Can AI

help
consumers

love
your
brand?

From the editor: Ahead of our CES trip, we held a spirited discussion about the future of brands in the AI era. One of our most provocative discussions centered on the idea that AI functionality can unlock deeper relationships with brands. Is this true? Or are post-purchase activation schemes a rehash of old ideas?

Laura Del Greco
Laura Del Greco
Founder and CEO, MUSAY

Yes, here’s how…

Invest in differentiated activation experiences – with AI’s help.

Think about the brands you trust and love—the ones you rely on to do a job better than any of their competitors. If they’re smart, they’re always looking for ways to grow their relationship with you by becoming more meaningful. The stronger their relationship with you becomes, the greater their margin and pricing power.

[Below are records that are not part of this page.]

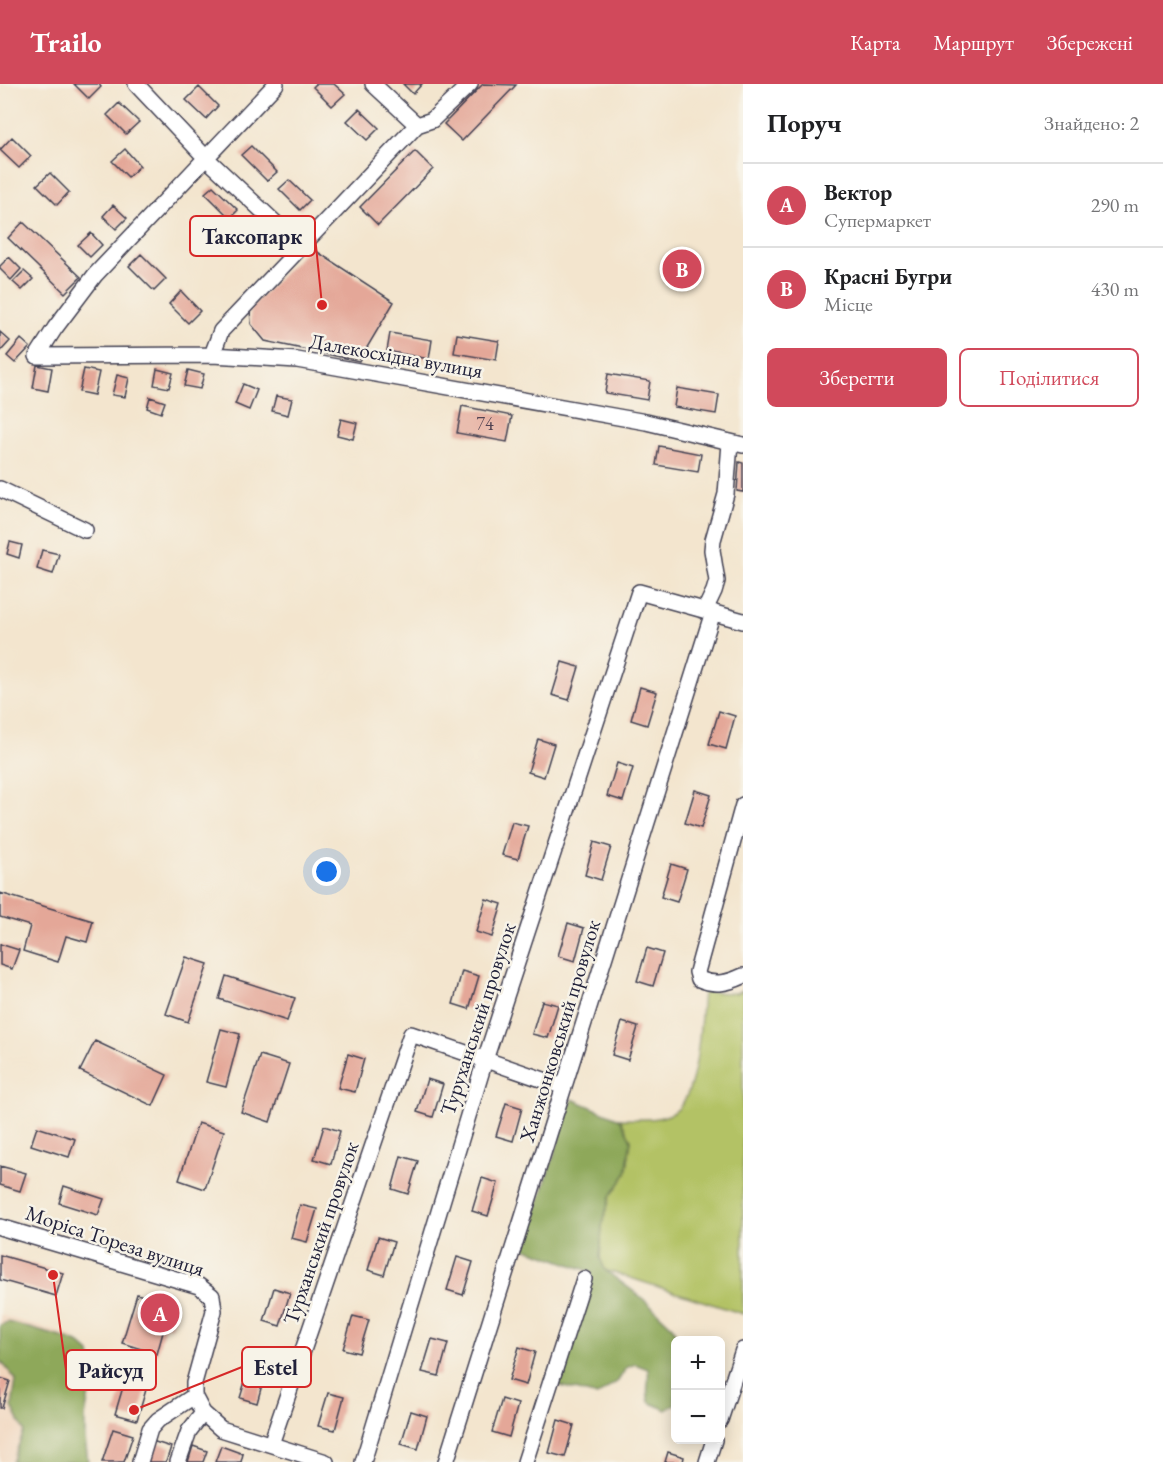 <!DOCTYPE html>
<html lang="uk">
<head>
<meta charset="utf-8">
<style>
  :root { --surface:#fff; --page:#f6f6f6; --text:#202124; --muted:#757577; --line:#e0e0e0; --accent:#d1495b }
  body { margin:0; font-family:"EB Garamond",serif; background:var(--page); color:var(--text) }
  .controls { position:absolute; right:18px; bottom:18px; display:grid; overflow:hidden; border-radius:9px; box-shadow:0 3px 15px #0003 }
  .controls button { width:54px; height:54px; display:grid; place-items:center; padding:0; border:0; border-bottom:2px solid var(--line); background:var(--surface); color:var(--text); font:30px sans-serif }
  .you { position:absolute; left:327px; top:788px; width:21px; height:21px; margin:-15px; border:4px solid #fff; border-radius:50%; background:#1a73e8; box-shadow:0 0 0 9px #1a73e833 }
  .badge { display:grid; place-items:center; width:39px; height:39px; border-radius:50%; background:var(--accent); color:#fff; font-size:20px; font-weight:700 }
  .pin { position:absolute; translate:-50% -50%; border:3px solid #fff; box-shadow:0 2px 6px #0006 }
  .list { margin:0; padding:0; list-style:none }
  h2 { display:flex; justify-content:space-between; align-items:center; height:78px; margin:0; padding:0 24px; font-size:26px }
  h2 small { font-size:20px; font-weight:400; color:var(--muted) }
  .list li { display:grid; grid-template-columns:39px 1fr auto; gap:18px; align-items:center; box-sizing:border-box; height:84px; padding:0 24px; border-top:2px solid var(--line) }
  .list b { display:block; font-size:22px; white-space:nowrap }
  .list p { margin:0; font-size:20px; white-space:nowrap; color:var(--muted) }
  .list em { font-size:20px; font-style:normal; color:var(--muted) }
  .actions { display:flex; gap:12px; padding:18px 24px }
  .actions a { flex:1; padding:14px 0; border:2px solid var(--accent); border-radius:9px; text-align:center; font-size:21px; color:var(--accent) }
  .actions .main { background:var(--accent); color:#fff }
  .map { position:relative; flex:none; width:743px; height:1378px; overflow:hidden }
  header { display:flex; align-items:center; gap:36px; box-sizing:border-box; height:84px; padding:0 30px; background:var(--accent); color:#fff }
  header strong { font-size:28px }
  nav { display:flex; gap:33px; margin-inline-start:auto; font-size:21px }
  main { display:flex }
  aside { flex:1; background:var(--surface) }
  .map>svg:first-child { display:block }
</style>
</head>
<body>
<header>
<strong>Trailo</strong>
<nav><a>Карта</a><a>Маршрут</a><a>Збережені</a></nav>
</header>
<main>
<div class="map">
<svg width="743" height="1378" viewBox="0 0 743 1378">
  <rect width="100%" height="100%" fill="#f7f3e8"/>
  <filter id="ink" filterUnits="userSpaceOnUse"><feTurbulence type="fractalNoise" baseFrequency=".0167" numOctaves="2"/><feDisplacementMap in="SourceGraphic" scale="12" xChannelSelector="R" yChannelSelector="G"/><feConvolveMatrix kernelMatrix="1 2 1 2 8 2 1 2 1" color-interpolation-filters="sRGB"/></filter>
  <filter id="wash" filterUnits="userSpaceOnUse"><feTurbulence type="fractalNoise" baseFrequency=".008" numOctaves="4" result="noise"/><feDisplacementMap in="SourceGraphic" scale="24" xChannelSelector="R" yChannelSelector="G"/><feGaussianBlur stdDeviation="1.35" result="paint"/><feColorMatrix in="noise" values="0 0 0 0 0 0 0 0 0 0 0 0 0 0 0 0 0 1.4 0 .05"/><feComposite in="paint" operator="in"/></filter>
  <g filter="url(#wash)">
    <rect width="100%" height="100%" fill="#f3e5ce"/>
    <path fill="#f1d5bd" d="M0,1231l74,22 -38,125h-36z"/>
    <path fill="#b3c265" stroke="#6a7250" stroke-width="1.5" d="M743,906v324l-138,-44 -5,-12 2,-32 8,-29 16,-23 5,-34 -11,-21c17,0 45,3 58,-10 21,-21 22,-88 25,-117l33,1z"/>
    <path fill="#8ea85a" stroke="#58654a" stroke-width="1.5" d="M572,1015l48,20 11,21 -5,34 -16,23 -8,29 -2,32 5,12 36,27 32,30 5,13h-2l-1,64 -9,6 -17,-8c-4,-12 1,-21 -1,-33l-13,-5 -9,4 -8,13 -21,15 -40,-11 35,-113 -68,-24z
      M8,1238l60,17 12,5 10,9 3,19 -8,45v21l3,24h-76l12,-31 -12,-24 4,-27 -16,-20v-35z"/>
    <g id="blocks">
      <path fill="#e4a798" d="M74,0h25l2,3 -12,12z
        M316,0h18l11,10 -13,12 -19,-19z
        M403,0h19l-9,10z
        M483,0l33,1 -54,56 -18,-17z
        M199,3l19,19 -12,13 -20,-19z
        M119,19l20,19 -13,12 -19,-19z
        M359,25l20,19 -12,12 -20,-19z
        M12,53l19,19 -12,12 -19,-18z
        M251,62l26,26 -10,9 -26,-26z
        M125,65l15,17 -12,11 -16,-16z
        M415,67l18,18 -55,56 -18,-18z
        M50,89l19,19 -12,13 -20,-20z
        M289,96l21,20 -10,10 -21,-21z
        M213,102l25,24 -8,8 -25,-25z
        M113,121l14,13 -11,11 -13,-13z
        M23,138l58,55 -16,16 -57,-55z
        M91,149l11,12 -12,12 -12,-12z
        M310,163l84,55 -35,59 -94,-20 -14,-17 -1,-16z
        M141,170l25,25 -12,12 -25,-25z
        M9,173l12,12 -10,11 -11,-11v-3z
        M24,187l9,8 -11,11 -9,-8z
        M181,207l19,20 -12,12 -19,-19z
        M0,248l10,9 -10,11z
        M390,249l42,7 -3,19 -42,-8z
        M457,250l42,7 -3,19 -42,-7z
        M21,255l9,8 -15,16 -8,-7z
        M37,281l15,3 -4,23 -15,-3z
        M84,285l15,3 -5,23 -15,-3z
        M157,285l16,4 -4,15 -15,-3z
        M188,286l16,4 -4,15 -16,-3z
        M608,290l42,7 -3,19 -42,-7z
        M117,291l12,3 -4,19 -13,-2z
        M243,300l14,6 -8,20 -14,-6z
        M677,304l42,7 -3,19 -42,-7z
        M276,312l16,3 -4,16 -16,-4z
        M150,313l15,5 -4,11 -14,-5z
        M462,322l50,10 -5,26 -50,-9z
        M341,335l16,4 -4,16 -16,-4z
        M659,362l42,8 -3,18 -42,-7z
        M739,378l4,1v29l-6,-1z
        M10,458l12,3 -3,13 -12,-4z
        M42,466l17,4 -6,20 -16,-5z
        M562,578l17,5 -10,33 -17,-5z
        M640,603l17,5 -10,33 -16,-5z
        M719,627l16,5 -9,33 -17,-5z
        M538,655l16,5 -10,33 -16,-5z
        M617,679l16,5 -10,33 -16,-5z
        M695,706l16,5 -10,33 -16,-5z
        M512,738l16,4 -10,33 -16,-4z
        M594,758l17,5 -10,33 -16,-5z
        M671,780l16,5 -10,33 -16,-5z
        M0,809l93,28 -6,21 -21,-6 -8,26 -35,-11 7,-25 -30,-9z
        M486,815l16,5 -10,33 -16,-5z
        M568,839l16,5 -9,33 -17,-5z
        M0,860l19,6 -7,19 -12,-4z
        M647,864l16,5 -10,33 -16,-5z
        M186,873l22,7 -20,58 -22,-8z
        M462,887l17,5 -10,33 -16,-5z
        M226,892l69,22 -8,23 -68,-22z
        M542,917l16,4 -10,33 -16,-4z
        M622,938l16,5 -10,33 -16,-5z
        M221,945l19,5 -14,53 -20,-5z
        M95,957l72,34 -14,31 -73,-35z
        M348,970l16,5 -9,33 -17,-4z
        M260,971l29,9 -19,58 -29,-10z
        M427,995l16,5 -10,33 -16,-5z
        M506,1019l16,5 -9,33 -17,-5z
        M198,1039l26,8 -19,58 -26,-9z
        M324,1042l16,5 -9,33 -17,-5z
        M37,1043l38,12 -6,18 -38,-12z
        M401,1072l17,5 -10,33 -16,-5z
        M0,1082l26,7 -6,18 -20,-6z
        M482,1094l16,5 -10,33 -16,-5z
        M64,1102l40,13 -6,16 -39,-12z
        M300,1121l17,4 -10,33 -16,-4z
        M378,1153l16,5 -10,33 -16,-5z
        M0,1171l63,18 -7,23 -56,-16z
        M457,1173l16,5 -10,33 -16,-5z
        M274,1204l16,5 -10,33 -16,-5z
        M137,1210l39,12 -5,20 -6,-1 -8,29 -35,-11z
        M353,1232l16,4 -10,33 -16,-4z
        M432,1255l16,4 -9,33 -17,-4z
        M519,1263l16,5 -9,33 -17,-5z
        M131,1276l22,6 -16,54 -22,-6z
        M250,1281l16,5 -9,33 -17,-5z
        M0,1294l10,3 -8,27h-2z
        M328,1309l16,4 -9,33 -17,-4z
        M502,1315l16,5 -9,33 -17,-5z
        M411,1327l16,5 -9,33 -17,-5z
        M558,1336l16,5 -9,32 -16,-4z
        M113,1345l20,6 -9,27h-22z
        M152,1357l19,6 -5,15h-20z
        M193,1362l14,5 -4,11h-15z
        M221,1362l22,8 -2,8h-26z
        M668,1368l16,5 -1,5h-18z"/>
    </g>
  </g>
  <g filter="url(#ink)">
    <use href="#blocks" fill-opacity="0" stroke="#413f51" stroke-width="1.5"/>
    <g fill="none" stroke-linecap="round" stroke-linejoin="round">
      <defs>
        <path id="minor" d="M136,0l70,74 94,88
          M373,0l44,41
          M212,271l9,-24 196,-206 15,-5 38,-36
          M37,272l175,-1 85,5 349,62 97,23
          M37,272l18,-28 40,-53 181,-191
          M0,405l85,41
          M705,526l9,-19 3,-10 -5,-31 1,-10 13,-46 4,-51
          M743,721l-46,167 2,7c16,7 29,4 44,-3
          M0,1143l199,59 13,10 2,15 -20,72v13l9,17 18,16 105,33
          M720,1336l23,-70
          M271,1360l140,-410 153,53
          M140,1378l10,-33 8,-9 36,-24
          M178,1378l11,-31 14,-18
          M363,1378l122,-402 154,-468 104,29
          M446,1378l267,-850
          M525,1378l59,-183
          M707,1378l7,-22"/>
      </defs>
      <use href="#minor" stroke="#413f51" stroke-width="18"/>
      <use href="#minor" stroke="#fff" stroke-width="15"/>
    </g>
  </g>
  <g text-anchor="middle" stroke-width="5" stroke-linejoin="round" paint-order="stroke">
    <g font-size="18" fill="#524352">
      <text x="485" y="346">74</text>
    </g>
    <g font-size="21" fill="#22223b" stroke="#f7f3e8">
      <text transform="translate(396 272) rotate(10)" y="7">Далекосхідна вулиця</text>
      <text transform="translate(478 935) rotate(-72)" y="7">Туруханський провулок</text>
      <text transform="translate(560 947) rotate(-73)" y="7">Ханжонковський провулок</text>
      <text transform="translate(321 1149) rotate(-71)" y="7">Турханський провулок</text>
      <text transform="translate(115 1157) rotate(18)" y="7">Моріса Тореза вулиця</text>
    </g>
  </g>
  <path fill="none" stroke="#d62828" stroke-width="2" d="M322 221L315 152M134 1326L242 1283M53 1191L66 1286"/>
  <g fill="#d62828" stroke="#f7f3e8" stroke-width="2">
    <circle cx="322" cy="221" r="6"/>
    <circle cx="134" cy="1326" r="6"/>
    <circle cx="53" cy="1191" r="6"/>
  </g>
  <g fill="#f7f3e8" stroke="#d62828" stroke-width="2">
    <rect x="190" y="132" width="125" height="40" rx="6"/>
    <rect x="242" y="1263" width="69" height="40" rx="6"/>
    <rect x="66" y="1266" width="90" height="40" rx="6"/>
  </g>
  <g font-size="22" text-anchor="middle" font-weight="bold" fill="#22223b">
    <text x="252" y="160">Таксопарк</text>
    <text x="276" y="1291">Estel</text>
    <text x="111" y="1294">Райсуд</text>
  </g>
</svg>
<div class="controls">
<button>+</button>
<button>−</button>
</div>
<div class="you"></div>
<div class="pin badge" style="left:160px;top:1229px">A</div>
<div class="pin badge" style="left:682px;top:185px">B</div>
</div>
<aside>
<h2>Поруч<small>Знайдено: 2</small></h2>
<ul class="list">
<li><span class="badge">A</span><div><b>Вектор</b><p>Супермаркет</p></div><em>290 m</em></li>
<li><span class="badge">B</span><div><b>Красні Бугри</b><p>Місце</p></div><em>430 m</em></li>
</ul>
<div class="actions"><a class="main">Зберегти</a><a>Поділитися</a></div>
</aside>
</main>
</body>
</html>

True brand power is a high CLTV to CAC ratio and customers who say, to misquote a line from Brokeback Mountain, “I can’t quit you.”   

AI WON’T change this reality because we’re human and we want the decision shortcuts brands give us.  

AI WILL exacerbate the need for brand relationship building and give brand marketers a powerful tool with which to do it.

AI WILL ALSO muddy the waters for brands fighting for differentiation, and a share of a consumers’ heart and wallet. There is a way around this.

Brands live on a continuum from branded commodities (oatmilk, sugar, etc.) to “n of 1” companies (Instagram, Carta, Slack, Apple, etc.). While AI will impact all of these brands, from their products to how they show up in the world, it’s the brands in the middle for which AI presents the biggest threat… and the biggest opportunity for innovation and relationship building.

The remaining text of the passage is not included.